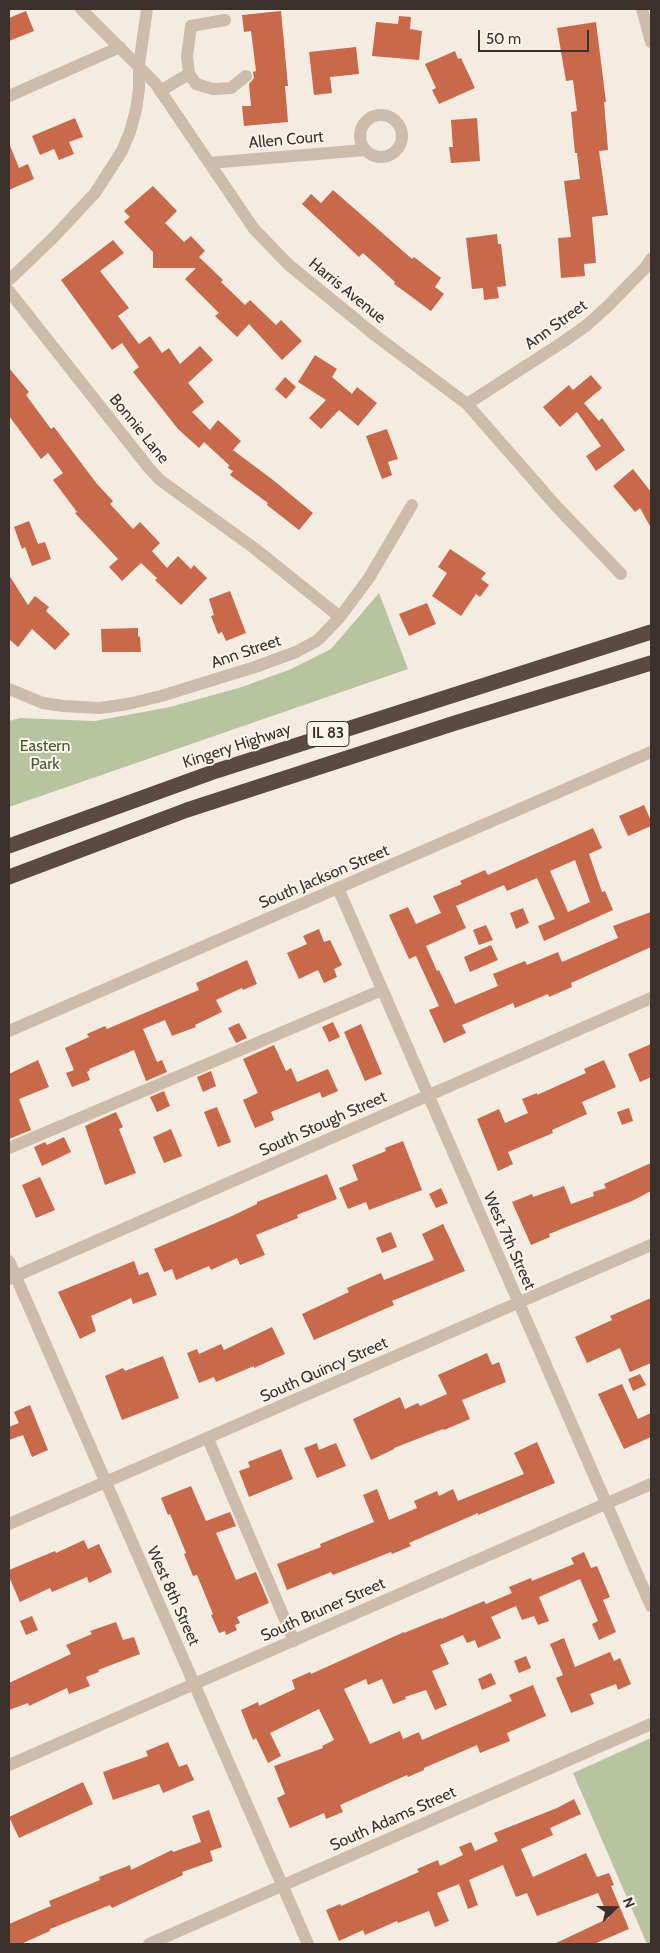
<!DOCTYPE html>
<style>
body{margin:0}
#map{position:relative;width:660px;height:1953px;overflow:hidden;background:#f4ebe1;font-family:Cabin,sans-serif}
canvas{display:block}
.frame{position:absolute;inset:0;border:10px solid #3b302b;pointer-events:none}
.north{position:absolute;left:590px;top:1883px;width:50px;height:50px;-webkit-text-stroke:4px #fbf5ee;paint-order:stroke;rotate:68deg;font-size:14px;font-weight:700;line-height:20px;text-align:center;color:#3b302b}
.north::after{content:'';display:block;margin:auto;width:18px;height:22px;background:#3b302b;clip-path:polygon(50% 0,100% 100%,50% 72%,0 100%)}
.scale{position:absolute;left:478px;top:30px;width:111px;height:22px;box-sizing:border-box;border:2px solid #3b302b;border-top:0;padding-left:6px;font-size:15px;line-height:18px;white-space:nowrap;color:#3b302b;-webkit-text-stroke:4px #fbf5ee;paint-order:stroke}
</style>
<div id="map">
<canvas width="660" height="1953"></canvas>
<div class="frame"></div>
<div class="north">N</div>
<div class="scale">50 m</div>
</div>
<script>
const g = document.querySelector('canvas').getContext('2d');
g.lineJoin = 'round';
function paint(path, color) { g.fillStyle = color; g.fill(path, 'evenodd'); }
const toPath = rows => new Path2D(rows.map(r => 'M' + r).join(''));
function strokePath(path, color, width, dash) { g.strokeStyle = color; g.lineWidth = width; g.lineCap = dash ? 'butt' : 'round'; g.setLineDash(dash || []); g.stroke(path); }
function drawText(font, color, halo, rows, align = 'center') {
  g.font = font + ' Cabin,sans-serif'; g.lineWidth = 4; g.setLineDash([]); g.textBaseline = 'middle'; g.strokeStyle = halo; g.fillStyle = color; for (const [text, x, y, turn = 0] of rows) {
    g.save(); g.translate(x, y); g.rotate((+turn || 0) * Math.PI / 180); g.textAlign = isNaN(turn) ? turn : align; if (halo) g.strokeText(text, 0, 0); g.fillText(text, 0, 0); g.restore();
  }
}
paint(toPath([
 [379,593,408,669,9,807,9,721,20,718,95,721,170,707,242,687,291,669,331,649],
 [651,1738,651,1944,647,1944,573,1773]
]), '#b8c4a0');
paint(toPath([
 [26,11,34,31,9,41,9,18],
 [281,11,288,86,285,86,288,122,244,126,242,106,251,106,249,84,254,78,253,72,256,71,251,31,244,32,242,15],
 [399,16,411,17,410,29,422,31,419,60,372,56,376,22,398,24],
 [596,22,606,102,604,102,608,150,599,151,608,215,592,217,596,263,584,264,585,276,561,278,558,238,571,237,564,181,580,179,577,153,575,153,571,112,577,111,573,80,566,81,557,28],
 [356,47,359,74,330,77,332,93,314,95,309,52],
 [455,51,458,59,461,58,475,88,439,104,432,90,436,88,425,64],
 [75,118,83,137,69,142,74,154,59,160,54,149,40,155,32,136],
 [477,118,480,161,451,163,449,147,453,147,451,120],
 [9,143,19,168,28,164,34,179,9,190],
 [153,186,177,211,165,223,184,242,191,236,205,251,199,257,223,280,221,282,245,305,250,300,276,325,281,320,302,341,282,360,249,324,237,337,215,316,219,313,185,279,196,268,153,268,153,252,124,222,130,217,124,211],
 [333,190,412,259,414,257,441,278,435,287,444,294,431,311,394,284,395,282,363,253,359,257,302,204,311,194,321,203],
 [497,234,498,244,501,244,506,286,497,287,499,298,484,300,483,288,472,289,466,238],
 [113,240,124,253,100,271,129,308,118,316,139,344,150,336,162,353,169,348,180,364,200,346,213,360,188,383,204,402,192,412,210,430,218,420,241,441,233,450,273,480,313,513,299,530,267,505,268,503,230,475,233,471,228,468,229,465,204,442,199,448,178,429,133,372,139,367,122,343,112,350,61,280],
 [315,355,337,369,332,377,352,394,357,387,377,403,358,426,339,410,321,429,309,418,326,400,298,382],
 [9,368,29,392,26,395,51,429,54,427,97,484,113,501,110,504,133,529,140,522,160,543,152,551,167,568,178,556,191,569,194,565,207,578,181,605,155,580,157,578,141,563,122,581,109,567,118,559,75,513,77,512,53,480,63,473,48,453,41,459,9,416],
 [591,375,602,388,584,403,599,421,602,418,625,450,596,471,586,456,601,446,577,412,560,427,543,407,569,385,573,390],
 [285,377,296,387,286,399,275,389],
 [387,429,398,459,388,462,392,475,382,479,366,436],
 [633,469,651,492,651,528,640,508,635,512,613,486],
 [29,521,38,544,45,542,51,559,32,566,25,547,22,549,14,527],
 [450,549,486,573,481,579,489,585,480,597,476,594,461,616,432,596,447,573,438,567],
 [9,575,28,605,35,596,49,607,46,611,70,634,55,650,32,629,18,647,9,639],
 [230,591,246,633,226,641,222,632,218,634,211,616,214,615,209,599],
 [427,603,436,624,409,636,399,614],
 [138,628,138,636,140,637,141,652,102,652,101,629],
 [644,805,651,821,651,826,628,836,619,816],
 [593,828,602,848,589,854,602,892,605,891,613,910,544,941,538,926,555,919,537,878,507,891,504,885,456,906,466,928,426,946,437,971,439,970,455,1004,498,986,493,974,525,961,527,965,558,952,562,962,618,938,613,926,651,912,651,947,571,983,572,987,549,997,548,994,515,1008,513,1003,462,1025,466,1033,444,1043,429,1010,439,1006,416,956,409,959,389,915,408,907,416,924,441,913,433,896,462,884,460,881,485,870,488,875],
 [575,860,590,902,568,912,550,871],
 [523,908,529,923,516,929,510,913],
 [486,925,493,940,479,945,473,930],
 [319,929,324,942,330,940,342,965,334,969,337,977,324,983,318,970,299,979,287,953,307,944,303,936],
 [491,945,498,960,470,972,464,957],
 [247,960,257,984,243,990,242,988,216,1000,222,1012,195,1025,196,1027,172,1036,165,1020,143,1029,157,1062,162,1060,167,1072,146,1081,134,1050,89,1069,90,1070,87,1072,90,1080,72,1087,66,1073,74,1070,65,1048,89,1037,87,1034,105,1026,107,1029,199,990,196,983],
 [333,1022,340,1037,329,1042,322,1027],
 [239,1023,247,1038,236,1043,228,1028],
 [361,1024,382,1074,365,1081,344,1032],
 [651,1044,651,1077,640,1082,628,1054],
 [274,1045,286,1071,291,1068,297,1082,328,1069,338,1091,322,1098,320,1092,271,1112,274,1120,255,1128,243,1100,258,1093,243,1059],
 [38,1060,49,1087,19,1099,31,1130,9,1139,9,1074],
 [604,1060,616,1087,582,1102,587,1114,552,1130,553,1133,508,1152,513,1164,498,1171,477,1119,499,1109,505,1123,528,1113,522,1099,537,1093,537,1095,586,1073,584,1069],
 [211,1071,216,1086,203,1092,197,1077],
 [164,1091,170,1106,157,1112,150,1097],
 [217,1107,231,1142,218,1147,204,1112],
 [629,1108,633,1121,622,1125,617,1112],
 [116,1112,123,1127,119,1129,136,1173,105,1185,85,1126],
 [171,1129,182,1156,164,1163,153,1137],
 [64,1137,71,1152,42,1166,34,1147,45,1142,47,1145],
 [403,1141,422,1190,369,1210,366,1202,348,1209,339,1188,358,1180,352,1165,386,1151,385,1148],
 [651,1163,651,1191,632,1201,549,1234,550,1237,531,1245,512,1202,532,1194,533,1197,564,1186,571,1204,594,1196,593,1192,606,1188,604,1184],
 [327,1174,337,1199,297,1215,298,1218,256,1235,265,1255,240,1265,237,1258,211,1270,209,1266,176,1280,172,1269,164,1272,154,1249,232,1216,257,1204,257,1202],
 [40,1177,55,1210,36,1218,22,1185],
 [441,1188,448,1203,436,1208,429,1194],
 [443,1224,465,1271,392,1301,394,1305,314,1340,302,1314,349,1292,347,1288,381,1273,384,1280,434,1260,422,1234],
 [391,1232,397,1247,382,1253,376,1238],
 [134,1261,139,1275,148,1272,157,1295,133,1304,131,1298,91,1316,96,1331,80,1339,58,1292],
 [651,1298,651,1363,630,1372,620,1348,587,1363,575,1337,612,1320,610,1316],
 [272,1327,285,1354,254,1368,254,1366,216,1382,214,1377,199,1383,187,1353,197,1349,199,1354,221,1344,224,1350],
 [487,1353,492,1365,499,1362,506,1382,462,1400,470,1419,444,1430,443,1429,394,1448,394,1449,371,1460,353,1419,400,1397,405,1409,418,1403,420,1406,447,1394,438,1375],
 [163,1356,179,1398,122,1420,105,1376,123,1368,125,1371],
 [640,1374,646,1385,633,1391,628,1379],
 [622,1384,638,1419,651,1413,651,1437,624,1449,598,1394],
 [30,1405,48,1450,32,1457,23,1435,9,1440,9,1427,19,1423,14,1412],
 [537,1442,555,1483,478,1515,478,1513,409,1543,411,1546,392,1554,391,1552,333,1575,331,1572,287,1590,277,1564,321,1547,320,1544,374,1522,363,1495,377,1489,389,1520,417,1508,414,1501,437,1491,439,1496,453,1489,458,1501,524,1474,514,1453],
 [317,1443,319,1450,336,1443,346,1466,317,1478,304,1448],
 [281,1449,293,1479,249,1497,239,1471,250,1467,248,1462],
 [191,1486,206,1521,230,1512,236,1526,216,1533,236,1580,256,1572,269,1603,237,1617,240,1623,235,1625,237,1630,226,1635,225,1631,219,1633,211,1615,213,1614,197,1575,193,1576,184,1554,186,1553,170,1514,168,1515,161,1498],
 [84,1540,88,1549,99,1544,112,1572,89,1583,87,1577,52,1592,50,1588,20,1602,9,1577,9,1570,55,1551,56,1553],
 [584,1552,591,1568,597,1566,610,1597,603,1600,616,1632,599,1640,592,1624,598,1621,580,1579,539,1597,549,1621,538,1625,534,1616,522,1620,516,1606,491,1617,501,1638,478,1648,475,1640,467,1643,463,1635,440,1645,449,1664,432,1671,447,1705,435,1710,426,1690,405,1697,406,1699,393,1704,382,1679,368,1685,366,1679,344,1689,370,1744,400,1731,403,1739,419,1732,422,1740,512,1701,509,1695,533,1685,546,1716,507,1733,510,1741,480,1753,477,1745,424,1768,424,1770,408,1777,407,1775,340,1805,343,1812,326,1819,324,1813,290,1828,277,1798,285,1794,274,1766,323,1748,322,1746,334,1740,319,1709,270,1733,281,1756,268,1763,256,1738,253,1740,241,1710,258,1702,259,1706,295,1689,292,1680,310,1672,311,1674,404,1632,404,1633,441,1618,441,1619,484,1601,486,1604,512,1593,509,1587,531,1578,532,1581,574,1564,571,1558],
 [32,1616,38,1630,26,1635,20,1621],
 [116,1622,123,1640,134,1637,140,1654,98,1670,99,1672,86,1677,90,1686,69,1694,67,1688,29,1706,28,1703,9,1710,9,1683,71,1654,66,1645,92,1634,90,1631],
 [564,1638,575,1667,610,1652,614,1661,620,1658,631,1684,618,1690,616,1684,590,1694,594,1704,571,1713,556,1678,563,1675,550,1644],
 [526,1656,531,1668,519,1673,514,1661],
 [491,1673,496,1684,482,1690,478,1679],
 [168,1742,179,1767,187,1764,194,1780,163,1793,159,1784,113,1800,103,1772,148,1756,146,1751],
 [83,1782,93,1804,19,1838,9,1817],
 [574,1799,581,1814,550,1828,553,1835,521,1849,533,1877,586,1853,597,1877,609,1873,614,1885,611,1886,629,1929,594,1944,554,1944,609,1918,598,1893,537,1916,527,1893,516,1897,503,1865,469,1880,478,1905,468,1909,459,1884,437,1893,449,1921,435,1927,429,1911,398,1923,397,1921,365,1935,363,1930,339,1941,326,1910,340,1904,341,1906,419,1872,417,1869,438,1860,440,1866,463,1855,459,1847,471,1842,475,1851,498,1841,494,1833,557,1808],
 [209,1810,222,1847,210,1851,213,1861,182,1872,183,1875,112,1908,110,1905,50,1929,50,1931,21,1944,9,1944,9,1924,51,1906,49,1901,100,1880,99,1877,130,1865,131,1870,172,1850,173,1852,201,1842,192,1816]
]), '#c8694b');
strokePath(toPath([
 [81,9,155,83,254,229,289,265,376,336,467,404,557,507,621,574],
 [642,9,651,42],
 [189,74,196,84,213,89,231,88,246,76],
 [160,91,189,74,187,57,191,26,225,20],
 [9,96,120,47],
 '360 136a21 21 0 1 1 42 0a21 21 0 1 1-42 0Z',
 [209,163,365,150],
 [9,280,53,238,95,193,122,151,130,132,136,110,139,89,139,65,147,9],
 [9,291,148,467,160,480,254,548,340,617],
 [467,404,563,342,587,325,608,306,645,268,651,259],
 [9,689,43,703,63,706,100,708,128,704,161,696,255,667,296,652,318,640,340,617,369,578,412,505],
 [338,888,651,1606],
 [9,1031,651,752],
 [9,1148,382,990],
 [9,1261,308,1944],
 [9,1279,651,998],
 [208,1439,294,1641],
 [9,1524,651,1245],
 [9,1765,651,1484],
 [149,1944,651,1724]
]), '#cdbbac', 12);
strokePath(toPath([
 [9,846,216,771,651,632],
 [9,877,187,810,455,723,651,663]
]), '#5c4a42', 15);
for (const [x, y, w] of [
 [328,734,42]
]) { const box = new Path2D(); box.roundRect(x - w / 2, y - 12.5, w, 25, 4); g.fillStyle = '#fbf5ee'; g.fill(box); strokePath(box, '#3b302b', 1); }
drawText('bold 15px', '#3b302b', null, [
 ["IL 83",328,734]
]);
drawText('16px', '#3b302b', '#fbf5ee', [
 ["Allen Court",286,140,-5],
 ["Harris Avenue",347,291,39],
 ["Ann Street",556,325,-36],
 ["Bonnie Lane",139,429,51],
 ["Ann Street",246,652,-19],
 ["Kingery Highway",237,746,-18],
 ["South Jackson Street",324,877,-23],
 ["South Stough Street",323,1124,-24],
 ["West 7th Street",509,1241,66],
 ["South Quincy Street",324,1370,-24],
 ["West 8th Street",173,1596,66],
 ["South Bruner Street",323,1610,-24],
 ["South Adams Street",393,1819,-24]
]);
drawText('16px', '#4a5a2e', '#fbf5ee', [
 ["Eastern",45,746],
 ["Park",45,764]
]);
</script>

Work request: Show all lines from the entries that hold "canvas".

Result of this task:
canvas{display:block}
<canvas width="660" height="1953"></canvas>
const g = document.querySelector('canvas').getContext('2d');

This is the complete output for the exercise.